Task statement: Records follow. Select each line holding "JSON".

Data supplied:
Content starts
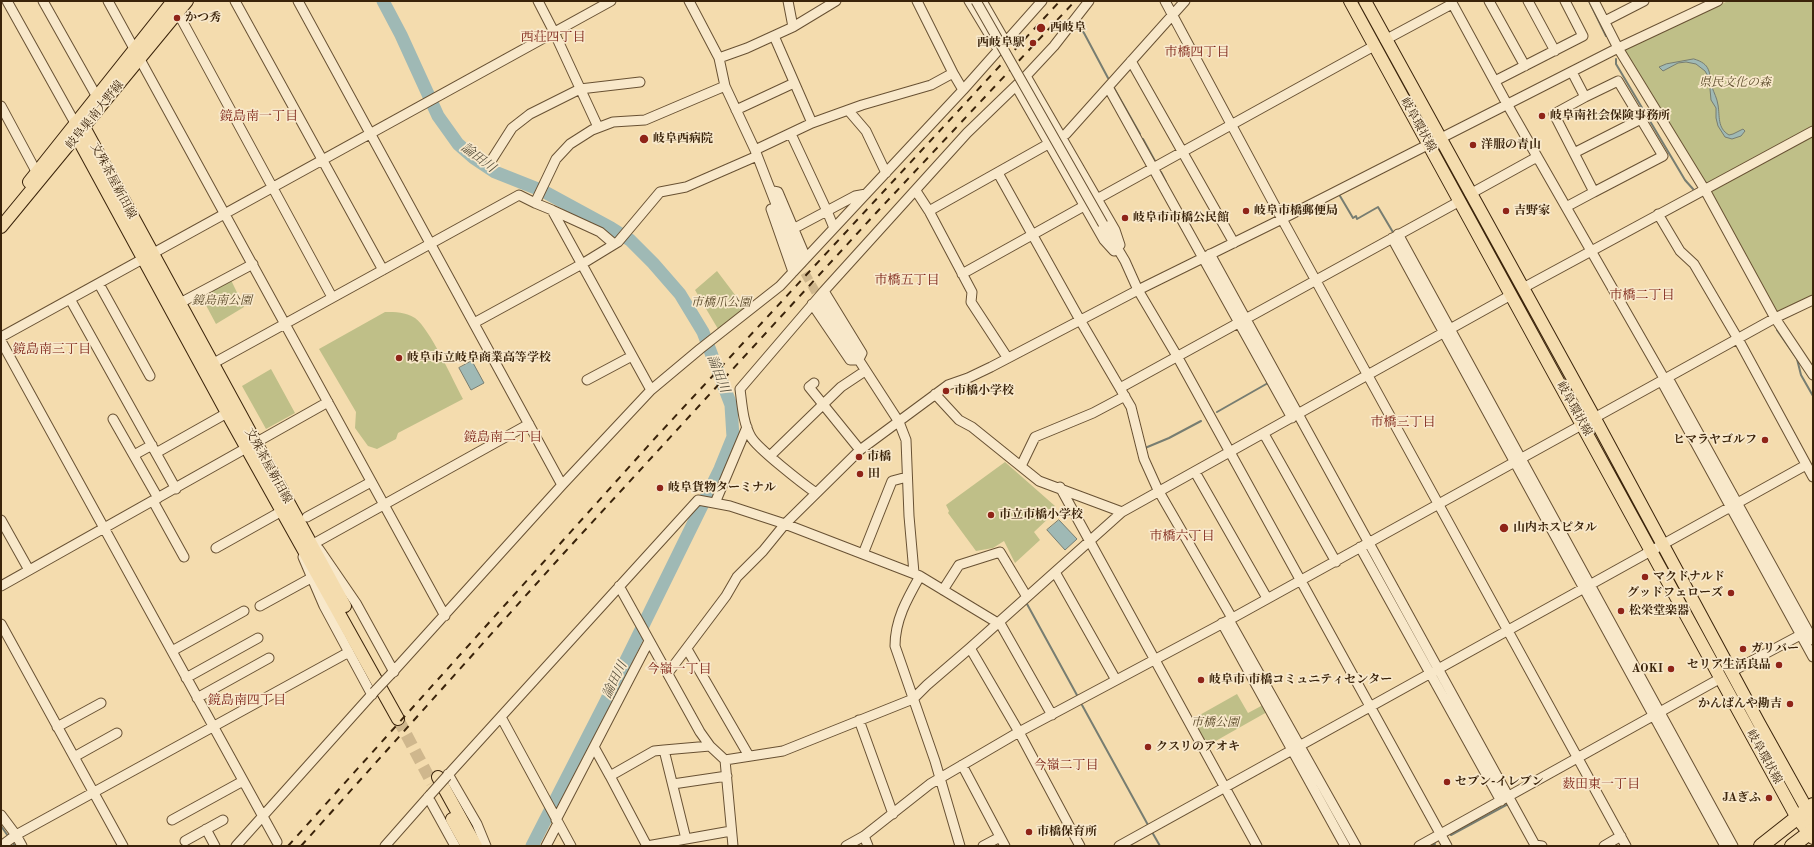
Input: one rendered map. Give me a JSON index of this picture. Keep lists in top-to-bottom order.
Content ends
Content starts
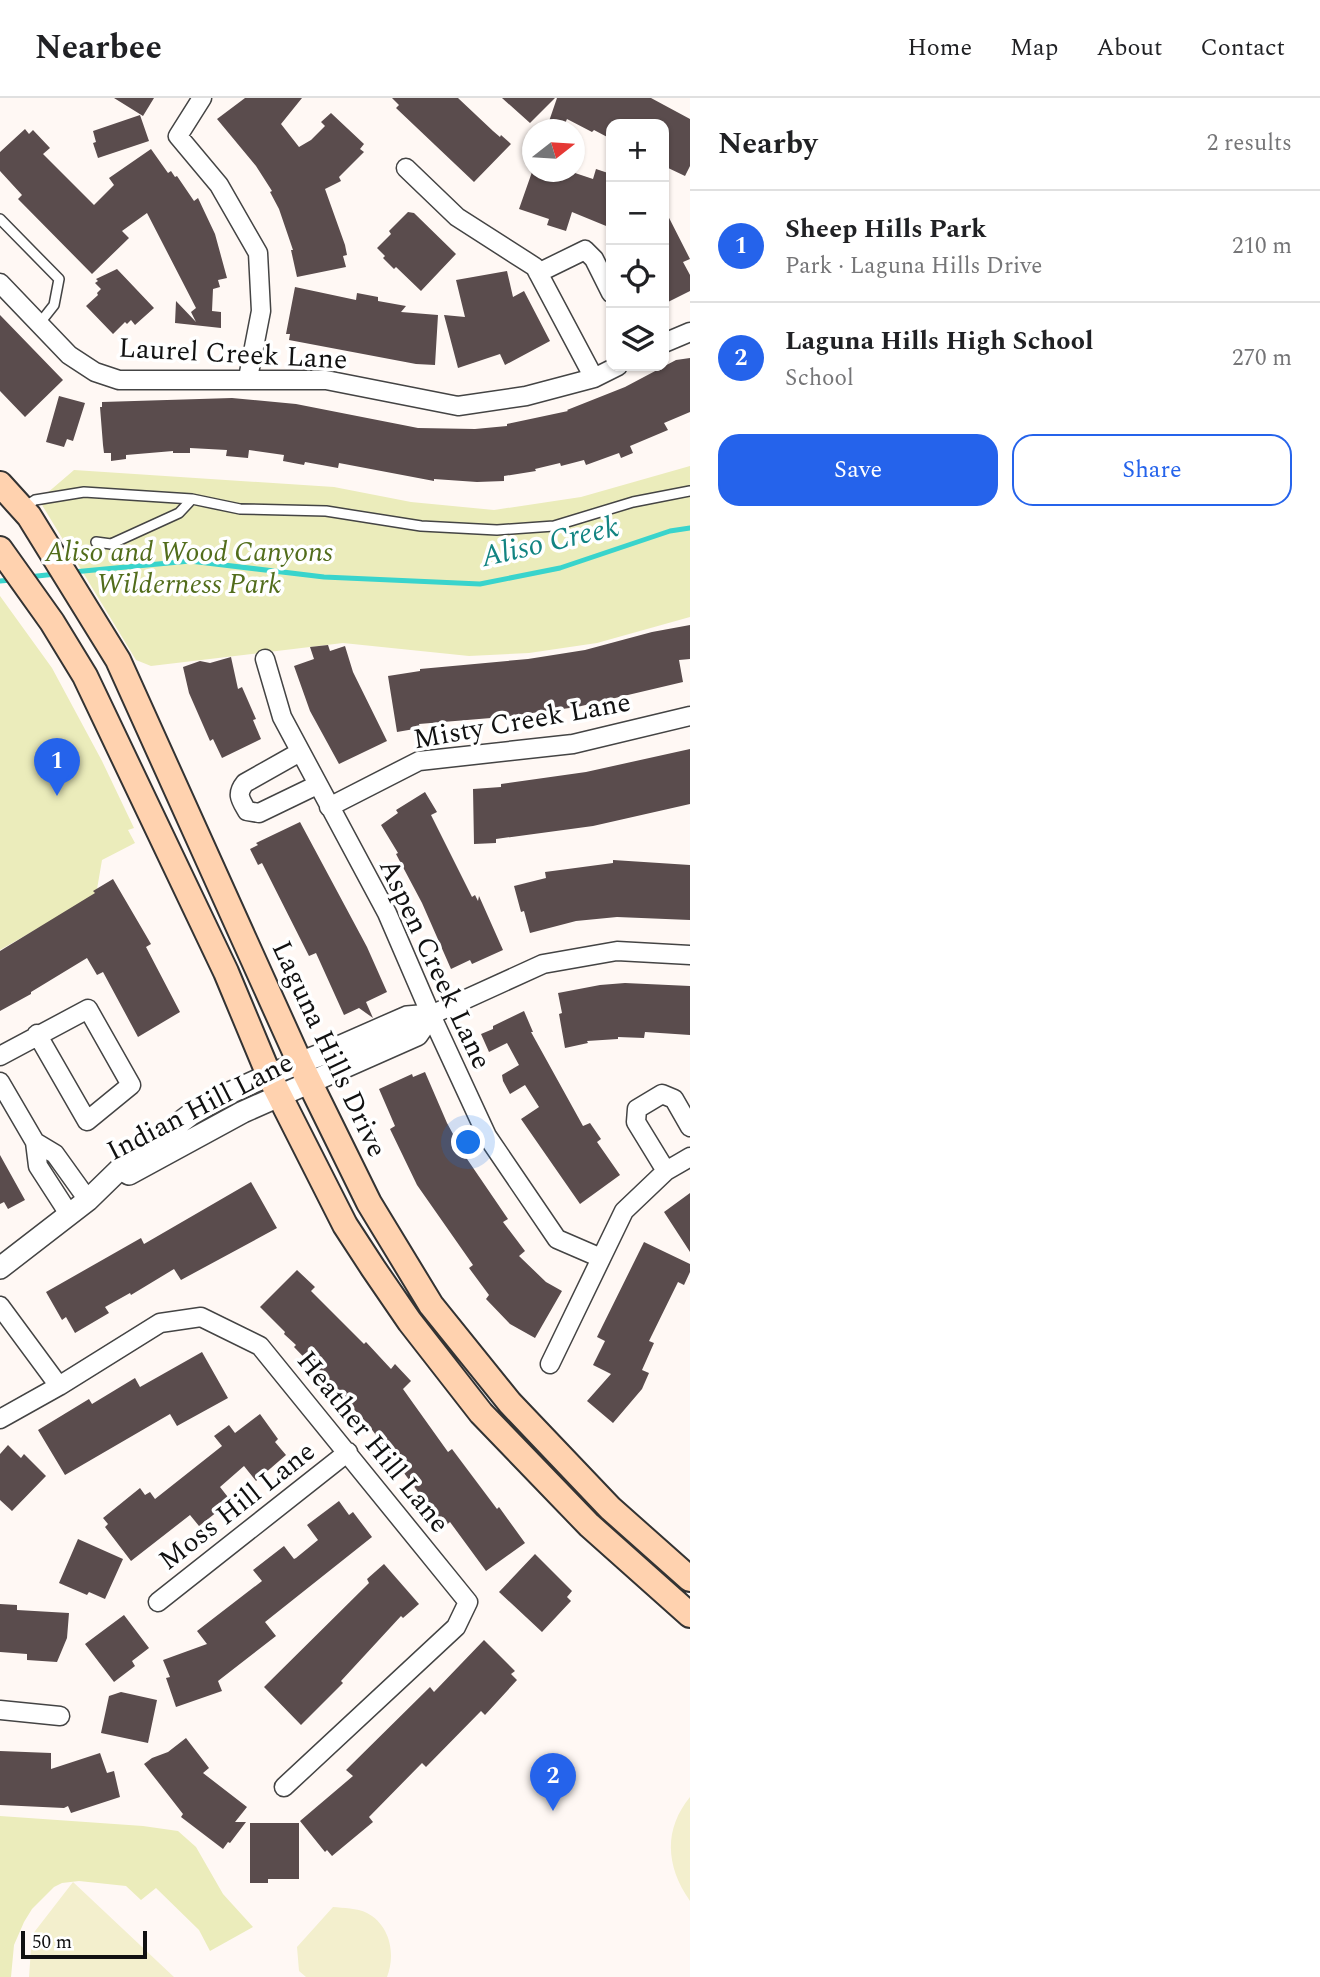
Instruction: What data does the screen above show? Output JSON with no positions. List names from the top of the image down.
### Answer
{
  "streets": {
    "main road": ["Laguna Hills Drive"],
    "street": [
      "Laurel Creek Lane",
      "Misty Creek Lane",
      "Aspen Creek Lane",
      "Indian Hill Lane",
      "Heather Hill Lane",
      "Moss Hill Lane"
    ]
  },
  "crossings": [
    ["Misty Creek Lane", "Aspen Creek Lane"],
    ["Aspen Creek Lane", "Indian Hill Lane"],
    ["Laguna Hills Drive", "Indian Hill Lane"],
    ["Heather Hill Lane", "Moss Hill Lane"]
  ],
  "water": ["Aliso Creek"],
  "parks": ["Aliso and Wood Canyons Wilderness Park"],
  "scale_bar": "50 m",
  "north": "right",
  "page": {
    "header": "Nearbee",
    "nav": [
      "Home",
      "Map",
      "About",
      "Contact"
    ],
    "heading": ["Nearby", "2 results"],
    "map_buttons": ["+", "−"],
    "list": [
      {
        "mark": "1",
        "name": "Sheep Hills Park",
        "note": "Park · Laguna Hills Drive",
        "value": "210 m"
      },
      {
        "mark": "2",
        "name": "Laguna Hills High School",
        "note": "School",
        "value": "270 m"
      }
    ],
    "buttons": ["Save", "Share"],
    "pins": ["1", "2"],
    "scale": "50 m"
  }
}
Content ends
Solved problem:
Input: one rendered map. Give me a JSON index of this picture. Keep lists in top-to-bottom order.
Instruction: What data does the screen above show? Output JSON with no positions. List names from the top of the image down.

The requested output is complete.